# What is expected
Locate the lines of the listing below that hold "linecap", then copy each of them.

# Data
============

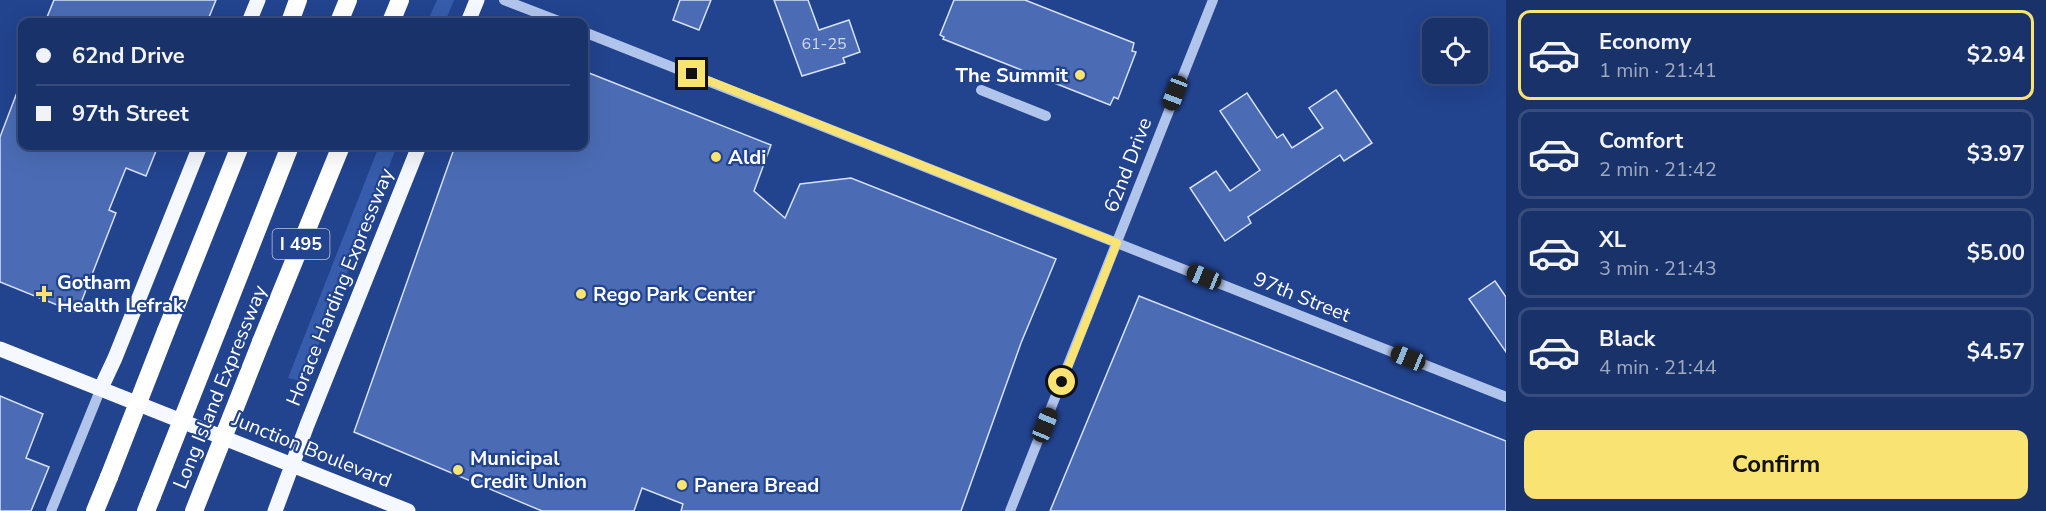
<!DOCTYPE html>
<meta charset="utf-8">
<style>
body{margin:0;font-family:"Nunito Sans",sans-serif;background:#233a70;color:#f1f3f6;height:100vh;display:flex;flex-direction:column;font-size:22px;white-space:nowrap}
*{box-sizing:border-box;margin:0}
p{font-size:20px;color:#9faac1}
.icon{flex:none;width:33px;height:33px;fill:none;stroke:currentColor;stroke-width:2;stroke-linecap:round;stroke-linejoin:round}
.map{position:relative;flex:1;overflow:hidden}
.drawer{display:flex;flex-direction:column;background:#1a326a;width:540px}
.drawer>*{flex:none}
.hud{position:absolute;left:18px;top:18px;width:570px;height:132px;border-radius:12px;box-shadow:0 6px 24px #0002,0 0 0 2px #384d7e;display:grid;align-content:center;height:132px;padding:0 18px;background:#1a326a}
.fabs{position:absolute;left:1422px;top:18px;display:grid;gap:12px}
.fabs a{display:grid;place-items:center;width:66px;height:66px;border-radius:12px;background:#1a326a;box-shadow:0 6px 24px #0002,0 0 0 2px #384d7e;font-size:30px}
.end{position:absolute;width:27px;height:27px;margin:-14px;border:8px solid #f8e373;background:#111;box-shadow:0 0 0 3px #111}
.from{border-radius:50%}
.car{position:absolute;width:18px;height:36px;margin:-18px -9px;border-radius:8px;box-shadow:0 0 4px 2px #0007;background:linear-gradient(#222 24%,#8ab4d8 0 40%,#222 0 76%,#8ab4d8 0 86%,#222 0)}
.hud b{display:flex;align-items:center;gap:21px;height:57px;font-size:22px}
.hud b+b{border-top:2px solid #384d7e}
.hud i{width:15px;height:15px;background:#f1f3f6}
ul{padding:10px 0 0;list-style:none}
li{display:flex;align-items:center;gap:18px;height:90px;margin:0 12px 9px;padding:0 6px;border:3px solid #384d7e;border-radius:12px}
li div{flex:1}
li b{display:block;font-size:22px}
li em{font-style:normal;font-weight:700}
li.selected{border-color:#f8e373}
li>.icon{width:54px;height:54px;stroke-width:1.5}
.primary-button{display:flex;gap:12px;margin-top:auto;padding:12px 18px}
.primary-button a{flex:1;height:69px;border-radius:12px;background:#f8e373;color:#111;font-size:24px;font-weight:700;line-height:69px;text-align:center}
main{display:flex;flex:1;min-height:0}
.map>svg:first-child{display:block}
.green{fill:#365cab}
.building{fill:#4b6cb5;stroke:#d6e1f9;stroke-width:1.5}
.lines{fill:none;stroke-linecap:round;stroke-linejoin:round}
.minor{stroke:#b1c4ec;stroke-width:10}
.major{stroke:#f6f8ff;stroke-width:15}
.highway{stroke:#fff;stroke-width:18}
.highway-bridge{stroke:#fff;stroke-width:18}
.route{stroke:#f8e373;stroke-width:8}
.poi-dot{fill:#f8e373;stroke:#22438e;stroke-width:2}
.labels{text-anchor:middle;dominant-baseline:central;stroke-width:4.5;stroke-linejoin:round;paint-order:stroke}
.number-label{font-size:16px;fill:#d2daec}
.shield{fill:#22438e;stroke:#bdc7dd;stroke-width:1.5}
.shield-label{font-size:18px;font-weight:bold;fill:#fff}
.poi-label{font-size:20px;font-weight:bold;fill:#fff;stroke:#22438e;text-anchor:start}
.street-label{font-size:20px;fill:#fff;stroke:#22438e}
</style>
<main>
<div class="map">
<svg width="1506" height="511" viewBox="0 0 1506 511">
<rect width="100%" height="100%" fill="#22438e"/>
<path class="green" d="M 437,0 L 454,0 L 445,22 L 427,22 Z
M 379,146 L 397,146 L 304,382 L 288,378 Z"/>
<path class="building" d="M 54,0 L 216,0 L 207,22 L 45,22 Z
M 680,0 L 711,0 L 699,30 L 673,20 Z
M 774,0 L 808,0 L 819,30 L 849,20 L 860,52 L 843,58 L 845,63 L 802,76 Z
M 954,0 L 1025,0 L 1134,43 L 1132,51 L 1136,52 L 1118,99 L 1114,97 L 1110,105 L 943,39 L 944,37 L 940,35 Z
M 584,71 L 771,145 L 754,191 L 785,218 L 800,184 L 851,178 L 1056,259 L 1021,343 L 961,511 L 681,511 L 683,504 L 642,488 L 634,511 L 542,511 L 354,432 L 455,146 L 584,146 Z
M 21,82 L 22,146 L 158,146 L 146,176 L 126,168 L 109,210 L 116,213 L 77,313 L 0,282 L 0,137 Z
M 1336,90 L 1372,143 L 1344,161 L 1340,155 L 1248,217 L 1251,223 L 1225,241 L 1190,188 L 1216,171 L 1230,191 L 1260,170 L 1220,111 L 1247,93 L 1277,138 L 1283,134 L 1292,148 L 1323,128 L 1309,108 Z
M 1495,281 L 1506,297 L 1506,352 L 1469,299 Z
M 1139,296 L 1506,441 L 1506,511 L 1050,511 Z
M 0,396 L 43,414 L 26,458 L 49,467 L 31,511 L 0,511 Z"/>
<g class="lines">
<path class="minor" d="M 504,0 L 561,22
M 584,32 L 1506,397
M 981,90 L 1046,116
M 51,511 L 101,388
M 1010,511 L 1213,0"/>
<path class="major" d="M 249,22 L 258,0
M 468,22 L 477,0
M 0,349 L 408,511
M 101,388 L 115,358 L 200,146
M 275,511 L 307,425 L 419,146"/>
<path class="highway" d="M 290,22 L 298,0
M 339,22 L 348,0
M 391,22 L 400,0
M 220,324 L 290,146
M 166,331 L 240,146
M 261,342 L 341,146
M 95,511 L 109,477
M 146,511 L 152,496"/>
<path class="highway-bridge" d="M 109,477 L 166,331
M 152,496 L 220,324
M 194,511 L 261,342"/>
</g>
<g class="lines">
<path class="route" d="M 692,74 L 1117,243 L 1062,382"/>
</g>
<g class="poi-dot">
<circle cx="1080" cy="75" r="6"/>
<circle cx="716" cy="157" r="6"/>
<path d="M41 285h6v6h6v6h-6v6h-6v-6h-6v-6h6z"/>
<circle cx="581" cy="294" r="6"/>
<circle cx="458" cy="470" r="6"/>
<circle cx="682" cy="485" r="6"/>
</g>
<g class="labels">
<g class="number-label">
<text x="824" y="44">61-25</text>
</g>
<rect class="shield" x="272.5" y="229" width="57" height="30" rx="4.5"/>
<g class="shield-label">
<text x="301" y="244">I 495</text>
</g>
<g class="poi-label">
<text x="1068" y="75" text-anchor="end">The Summit</text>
<text x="728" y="157">Aldi</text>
<text x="57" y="282">Gotham<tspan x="57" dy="23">Health Lefrak</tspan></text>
<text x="593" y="294">Rego Park Center</text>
<text x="470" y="458">Municipal<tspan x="470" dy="23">Credit Union</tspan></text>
<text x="694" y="485">Panera Bread</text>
</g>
<g class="street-label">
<text transform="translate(1128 165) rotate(-69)">62nd Drive</text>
<text transform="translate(340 287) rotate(-68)">Horace Harding Expressway</text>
<text transform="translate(1302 297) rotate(22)">97th Street</text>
<text transform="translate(220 387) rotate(-68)">Long Island Expressway</text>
<text transform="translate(312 450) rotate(22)">Junction Boulevard</text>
</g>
</g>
</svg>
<div class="fabs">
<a><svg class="icon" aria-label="locate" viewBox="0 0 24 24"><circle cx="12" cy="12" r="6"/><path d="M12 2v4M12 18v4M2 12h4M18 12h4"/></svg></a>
</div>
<i class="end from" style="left:1062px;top:382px"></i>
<i class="end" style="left:692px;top:74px"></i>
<i class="car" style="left:1175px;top:93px;rotate:201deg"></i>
<i class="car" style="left:1204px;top:277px;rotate:292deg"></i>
<i class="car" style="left:1408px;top:358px;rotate:292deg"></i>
<i class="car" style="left:1045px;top:425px;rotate:22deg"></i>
<div class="hud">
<b><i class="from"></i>62nd Drive</b>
<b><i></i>97th Street</b>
</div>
</div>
<section class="drawer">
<ul>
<li class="selected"><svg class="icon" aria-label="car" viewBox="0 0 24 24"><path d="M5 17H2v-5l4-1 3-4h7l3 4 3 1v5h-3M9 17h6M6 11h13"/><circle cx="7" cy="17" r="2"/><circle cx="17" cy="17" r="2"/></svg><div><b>Economy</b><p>1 min · 21:41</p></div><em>$2.94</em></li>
<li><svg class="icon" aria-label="car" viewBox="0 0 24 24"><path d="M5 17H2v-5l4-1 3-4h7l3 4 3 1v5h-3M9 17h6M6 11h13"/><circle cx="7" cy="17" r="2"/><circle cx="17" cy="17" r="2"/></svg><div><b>Comfort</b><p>2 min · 21:42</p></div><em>$3.97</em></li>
<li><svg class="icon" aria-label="car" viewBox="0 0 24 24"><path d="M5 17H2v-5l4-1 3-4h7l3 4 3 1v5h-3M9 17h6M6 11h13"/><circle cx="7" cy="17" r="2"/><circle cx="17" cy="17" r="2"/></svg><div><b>XL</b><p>3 min · 21:43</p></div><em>$5.00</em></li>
<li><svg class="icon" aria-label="car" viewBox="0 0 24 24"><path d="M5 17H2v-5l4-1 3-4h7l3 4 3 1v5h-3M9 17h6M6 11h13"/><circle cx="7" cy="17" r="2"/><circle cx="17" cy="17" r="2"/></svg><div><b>Black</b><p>4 min · 21:44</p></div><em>$4.57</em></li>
</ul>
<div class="primary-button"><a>Confirm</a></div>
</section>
</main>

============

# Solution to this task
.icon{flex:none;width:33px;height:33px;fill:none;stroke:currentColor;stroke-width:2;stroke-linecap:round;stroke-linejoin:round}
.lines{fill:none;stroke-linecap:round;stroke-linejoin:round}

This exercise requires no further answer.